Теперь этому диалогу настал конец, и оставалось только утешаться ответными письмами из России. Первым откликнулся великий князь Константин Павлович, который с большим тактом и сочувствием напомнил об их общем с Александром детстве, когда высшим знаком их удовлетворения являлись слова: «Господин Лагарп доволен». Император Николай I также нашел время ответить Лагарпу (прямо в период похоронных церемоний в Петербурге в марте 1826 года), написав ему: «На Ваших глазах, Вашими попечениями развились первые ростки тех благородных качеств, кои соделали императора Александра славой России и заставили все человечество его утрату оплакивать. <…> Узы этого общего горя, нас связующие, пребудут для меня вечно святы»[457].

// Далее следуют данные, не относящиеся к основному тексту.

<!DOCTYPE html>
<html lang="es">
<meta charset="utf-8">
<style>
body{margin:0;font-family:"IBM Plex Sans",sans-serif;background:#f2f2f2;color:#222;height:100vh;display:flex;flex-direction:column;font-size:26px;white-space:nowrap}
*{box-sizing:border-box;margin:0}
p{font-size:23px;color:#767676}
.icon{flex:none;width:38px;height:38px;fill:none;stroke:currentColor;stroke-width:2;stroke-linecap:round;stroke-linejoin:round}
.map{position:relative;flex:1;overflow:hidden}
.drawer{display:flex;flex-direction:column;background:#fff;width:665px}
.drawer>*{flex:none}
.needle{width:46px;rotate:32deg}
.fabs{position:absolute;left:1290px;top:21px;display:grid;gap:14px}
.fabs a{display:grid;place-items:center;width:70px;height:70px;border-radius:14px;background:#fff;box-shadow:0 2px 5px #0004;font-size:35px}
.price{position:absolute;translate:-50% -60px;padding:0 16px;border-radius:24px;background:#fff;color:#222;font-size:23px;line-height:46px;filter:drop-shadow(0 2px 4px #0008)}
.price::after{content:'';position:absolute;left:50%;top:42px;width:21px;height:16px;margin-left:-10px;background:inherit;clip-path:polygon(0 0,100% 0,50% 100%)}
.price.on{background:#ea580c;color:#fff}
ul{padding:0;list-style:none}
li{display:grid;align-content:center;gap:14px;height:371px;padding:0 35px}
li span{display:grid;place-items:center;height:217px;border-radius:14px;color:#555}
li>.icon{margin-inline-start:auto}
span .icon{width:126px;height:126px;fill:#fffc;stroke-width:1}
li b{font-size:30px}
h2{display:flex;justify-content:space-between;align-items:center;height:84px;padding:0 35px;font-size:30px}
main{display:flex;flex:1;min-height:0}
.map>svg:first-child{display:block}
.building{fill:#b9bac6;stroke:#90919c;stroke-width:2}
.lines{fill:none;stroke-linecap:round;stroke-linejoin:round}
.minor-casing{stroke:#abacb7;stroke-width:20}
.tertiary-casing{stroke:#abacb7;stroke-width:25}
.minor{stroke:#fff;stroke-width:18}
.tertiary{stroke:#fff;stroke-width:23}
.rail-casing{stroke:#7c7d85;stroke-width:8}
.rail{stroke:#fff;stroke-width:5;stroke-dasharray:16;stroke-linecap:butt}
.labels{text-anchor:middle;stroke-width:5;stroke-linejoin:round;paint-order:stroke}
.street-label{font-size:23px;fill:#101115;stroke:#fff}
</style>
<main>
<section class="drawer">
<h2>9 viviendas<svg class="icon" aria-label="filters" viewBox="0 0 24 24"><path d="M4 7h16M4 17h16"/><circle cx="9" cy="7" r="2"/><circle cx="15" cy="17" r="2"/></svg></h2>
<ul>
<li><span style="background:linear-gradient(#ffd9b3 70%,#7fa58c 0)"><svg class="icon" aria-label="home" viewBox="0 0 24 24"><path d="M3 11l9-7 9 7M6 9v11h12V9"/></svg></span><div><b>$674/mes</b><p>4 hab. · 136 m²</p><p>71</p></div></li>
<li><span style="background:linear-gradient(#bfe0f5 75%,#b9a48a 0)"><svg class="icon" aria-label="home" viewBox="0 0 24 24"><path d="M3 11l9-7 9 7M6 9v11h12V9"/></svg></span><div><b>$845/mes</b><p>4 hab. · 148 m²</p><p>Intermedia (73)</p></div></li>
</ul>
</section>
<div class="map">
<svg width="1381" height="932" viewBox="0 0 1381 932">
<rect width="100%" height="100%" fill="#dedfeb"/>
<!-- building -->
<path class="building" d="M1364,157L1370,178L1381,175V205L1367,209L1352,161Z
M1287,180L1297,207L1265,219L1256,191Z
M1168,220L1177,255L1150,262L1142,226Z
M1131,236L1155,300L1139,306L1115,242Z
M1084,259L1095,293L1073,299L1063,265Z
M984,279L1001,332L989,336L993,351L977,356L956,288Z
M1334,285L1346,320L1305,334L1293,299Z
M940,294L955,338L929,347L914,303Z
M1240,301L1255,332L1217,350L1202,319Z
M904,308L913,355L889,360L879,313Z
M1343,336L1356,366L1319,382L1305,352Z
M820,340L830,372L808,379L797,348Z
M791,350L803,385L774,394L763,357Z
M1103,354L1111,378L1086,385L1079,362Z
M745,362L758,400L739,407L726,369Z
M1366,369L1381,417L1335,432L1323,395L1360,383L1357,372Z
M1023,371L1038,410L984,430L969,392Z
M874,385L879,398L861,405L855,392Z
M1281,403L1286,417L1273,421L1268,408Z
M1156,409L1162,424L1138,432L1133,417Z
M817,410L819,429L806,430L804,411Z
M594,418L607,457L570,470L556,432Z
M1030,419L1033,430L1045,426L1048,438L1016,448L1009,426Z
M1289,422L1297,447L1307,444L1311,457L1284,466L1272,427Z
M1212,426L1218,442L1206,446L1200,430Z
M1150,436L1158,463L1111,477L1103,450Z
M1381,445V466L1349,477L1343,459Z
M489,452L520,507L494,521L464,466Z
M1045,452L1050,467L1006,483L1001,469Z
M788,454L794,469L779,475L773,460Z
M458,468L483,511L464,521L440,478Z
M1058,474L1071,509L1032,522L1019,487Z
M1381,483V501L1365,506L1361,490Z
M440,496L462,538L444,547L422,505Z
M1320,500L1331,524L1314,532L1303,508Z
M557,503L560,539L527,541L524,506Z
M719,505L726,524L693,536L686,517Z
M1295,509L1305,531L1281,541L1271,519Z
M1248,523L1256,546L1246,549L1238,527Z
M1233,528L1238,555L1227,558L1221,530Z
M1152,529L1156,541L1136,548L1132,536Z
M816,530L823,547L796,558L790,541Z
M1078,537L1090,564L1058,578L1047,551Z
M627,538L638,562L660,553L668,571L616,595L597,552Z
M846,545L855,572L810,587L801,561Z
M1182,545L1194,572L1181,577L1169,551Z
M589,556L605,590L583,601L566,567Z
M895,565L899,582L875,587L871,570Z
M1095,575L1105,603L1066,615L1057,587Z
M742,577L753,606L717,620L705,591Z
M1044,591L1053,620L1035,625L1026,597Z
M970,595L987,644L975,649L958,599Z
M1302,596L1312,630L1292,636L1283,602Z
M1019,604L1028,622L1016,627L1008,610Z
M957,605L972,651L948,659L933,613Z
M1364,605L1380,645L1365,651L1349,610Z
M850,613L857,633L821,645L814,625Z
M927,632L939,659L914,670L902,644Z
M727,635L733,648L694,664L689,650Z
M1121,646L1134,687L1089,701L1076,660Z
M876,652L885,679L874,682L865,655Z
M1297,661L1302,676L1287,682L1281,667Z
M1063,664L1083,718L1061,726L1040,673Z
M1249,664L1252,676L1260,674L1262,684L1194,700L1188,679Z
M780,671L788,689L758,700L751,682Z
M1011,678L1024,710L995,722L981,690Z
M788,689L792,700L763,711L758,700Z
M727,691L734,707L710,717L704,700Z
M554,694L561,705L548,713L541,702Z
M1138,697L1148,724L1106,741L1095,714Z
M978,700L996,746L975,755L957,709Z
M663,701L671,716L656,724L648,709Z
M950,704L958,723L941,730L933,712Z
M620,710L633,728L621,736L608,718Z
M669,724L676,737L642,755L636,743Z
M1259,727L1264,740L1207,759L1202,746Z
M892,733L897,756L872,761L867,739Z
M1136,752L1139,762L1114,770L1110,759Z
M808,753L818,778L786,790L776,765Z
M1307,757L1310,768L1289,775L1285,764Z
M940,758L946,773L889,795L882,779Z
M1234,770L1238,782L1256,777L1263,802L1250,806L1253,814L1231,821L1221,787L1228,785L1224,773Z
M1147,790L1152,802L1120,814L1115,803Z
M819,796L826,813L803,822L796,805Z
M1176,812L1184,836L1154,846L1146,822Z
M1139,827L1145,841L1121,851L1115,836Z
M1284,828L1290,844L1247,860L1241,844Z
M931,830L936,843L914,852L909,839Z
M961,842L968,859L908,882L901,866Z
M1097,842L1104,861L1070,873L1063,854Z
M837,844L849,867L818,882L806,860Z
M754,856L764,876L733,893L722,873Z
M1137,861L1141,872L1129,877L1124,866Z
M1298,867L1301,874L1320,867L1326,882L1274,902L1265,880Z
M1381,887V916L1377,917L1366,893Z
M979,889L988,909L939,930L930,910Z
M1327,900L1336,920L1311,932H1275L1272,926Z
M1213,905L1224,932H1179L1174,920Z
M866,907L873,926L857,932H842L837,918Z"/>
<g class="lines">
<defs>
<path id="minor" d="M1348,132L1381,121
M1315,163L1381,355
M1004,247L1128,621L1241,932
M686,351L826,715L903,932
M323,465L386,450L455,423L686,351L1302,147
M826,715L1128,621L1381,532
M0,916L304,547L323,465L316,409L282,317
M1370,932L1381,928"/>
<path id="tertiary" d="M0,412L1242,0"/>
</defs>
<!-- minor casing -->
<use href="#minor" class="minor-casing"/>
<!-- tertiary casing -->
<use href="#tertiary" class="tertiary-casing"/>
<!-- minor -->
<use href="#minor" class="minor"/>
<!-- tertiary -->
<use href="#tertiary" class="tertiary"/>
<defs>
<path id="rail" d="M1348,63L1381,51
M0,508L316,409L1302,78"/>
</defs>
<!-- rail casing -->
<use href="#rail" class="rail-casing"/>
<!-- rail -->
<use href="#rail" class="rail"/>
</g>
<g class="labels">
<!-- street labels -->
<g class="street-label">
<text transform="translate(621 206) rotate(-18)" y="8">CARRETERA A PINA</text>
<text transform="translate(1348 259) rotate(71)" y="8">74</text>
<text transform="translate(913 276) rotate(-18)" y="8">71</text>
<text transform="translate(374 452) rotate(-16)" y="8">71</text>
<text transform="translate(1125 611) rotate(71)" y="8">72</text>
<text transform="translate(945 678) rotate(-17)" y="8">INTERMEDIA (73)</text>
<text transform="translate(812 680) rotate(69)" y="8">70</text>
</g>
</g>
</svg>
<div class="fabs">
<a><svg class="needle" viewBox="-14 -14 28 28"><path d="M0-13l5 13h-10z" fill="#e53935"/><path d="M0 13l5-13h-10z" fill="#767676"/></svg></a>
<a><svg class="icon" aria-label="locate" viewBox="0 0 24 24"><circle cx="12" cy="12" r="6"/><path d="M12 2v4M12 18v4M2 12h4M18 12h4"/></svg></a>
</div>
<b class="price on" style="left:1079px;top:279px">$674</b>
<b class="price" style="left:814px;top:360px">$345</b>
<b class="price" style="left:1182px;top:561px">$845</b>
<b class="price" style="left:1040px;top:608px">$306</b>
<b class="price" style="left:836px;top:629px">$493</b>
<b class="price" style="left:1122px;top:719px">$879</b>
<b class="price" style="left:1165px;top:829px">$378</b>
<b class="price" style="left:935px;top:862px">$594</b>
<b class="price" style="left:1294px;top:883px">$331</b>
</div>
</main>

О том, что эти письма с сочувствием и признательностью в адрес Лагарпа находили живой отклик в его сердце, свидетельствуют такие строки из его письма к Штапферу от 18 апреля 1826 года: «Я получил от матери, вдовы и брата моего друга трогательные письма, предназначенные меня утешить и укрепить. Ни минуты я не сомневаюсь в искренности этих двух братьев, которые оспаривали друг у друга право на большее великодушие, какого не знала еще история. То, что мне написал тот из них, кто отрекся, полностью совпадает с тем, что я думал. У него благородный характер, который часто упрекали в излишней живости, и честная душа. Относительно же того, кто заступил на его место, у меня самые хорошие ожидания – но какой жестокий жребий ждет его! И какая трудная работа!»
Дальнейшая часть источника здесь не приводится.